2.4. Isolation of Genomic DNA

P. aeruginosa genomic DNA was extracted using the Purelink Genomic DNA mini kit (ThermoFisher, Antisel, Thessaloniki) following the manufacturer’s instructions after 48-h growth in nutrient broth and nutrient agar.

2.5. Antibiotic Susceptibility Testing (AST)

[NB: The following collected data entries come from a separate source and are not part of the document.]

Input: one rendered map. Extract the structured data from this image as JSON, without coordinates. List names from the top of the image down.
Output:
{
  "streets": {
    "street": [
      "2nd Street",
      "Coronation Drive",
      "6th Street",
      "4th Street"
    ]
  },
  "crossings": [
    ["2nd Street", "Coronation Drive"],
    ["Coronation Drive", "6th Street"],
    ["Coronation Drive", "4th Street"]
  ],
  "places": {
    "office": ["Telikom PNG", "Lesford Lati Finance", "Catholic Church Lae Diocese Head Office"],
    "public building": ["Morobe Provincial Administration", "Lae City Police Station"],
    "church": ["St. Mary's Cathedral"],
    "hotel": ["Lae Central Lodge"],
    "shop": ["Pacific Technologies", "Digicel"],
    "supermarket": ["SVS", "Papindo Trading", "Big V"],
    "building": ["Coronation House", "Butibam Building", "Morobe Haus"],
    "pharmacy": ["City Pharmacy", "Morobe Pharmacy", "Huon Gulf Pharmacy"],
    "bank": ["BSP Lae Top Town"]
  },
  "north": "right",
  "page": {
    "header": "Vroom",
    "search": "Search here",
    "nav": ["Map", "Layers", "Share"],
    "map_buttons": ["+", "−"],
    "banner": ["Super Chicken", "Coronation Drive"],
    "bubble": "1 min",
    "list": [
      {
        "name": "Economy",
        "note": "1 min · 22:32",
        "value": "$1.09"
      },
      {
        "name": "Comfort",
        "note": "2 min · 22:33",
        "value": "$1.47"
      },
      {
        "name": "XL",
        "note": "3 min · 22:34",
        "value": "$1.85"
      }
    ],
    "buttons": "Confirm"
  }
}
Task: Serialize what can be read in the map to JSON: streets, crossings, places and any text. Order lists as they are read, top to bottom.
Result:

All isolates were tested for susceptibility implementing the standard Disk Diffusion method [21] and applying 11 commonly used antibiotics belonging to four different classes: non-carbapenem beta-lactams: ceftazidime (CAZ; 30 μg), cefepime (FEP; 30 μg), piperacillin (PIP; 75 μg), ticarcillin (TIC; 75 μg), ticarcllin/clavulanate (TCC; 75 μg/10 μg), aztreonam (ATM; 30 μg); carbapenems: imipenem (IPM; 10 μg) and meropenem (MEM; 10 μg); aminoglycosides: amikacin (AN; 30 μg), tobramycin (TOB; 30 μg), gentamicin (GM; 30 μg); fluoroquinolones: ciprofloxacin (CIP; 5 μg) according to ‘The European Committee on Antimicrobial Susceptibility Testing’ (EUCAST) guidelines [23]. The interpretation of the antibiotic-resistant phenotypes and the classification of P. aeruginosa isolates as MultiDrug Resistant (MDR), Resistant (R) and Susceptible (S) were performed according to the interim standard definitions for acquired resistance [24]. A phenotypic test with EDTA for metallo beta-lactamase (MBL) production was performed [25], and a new resistant phenotype (FEPR- CAZS) was observed and evaluated [26,27,28].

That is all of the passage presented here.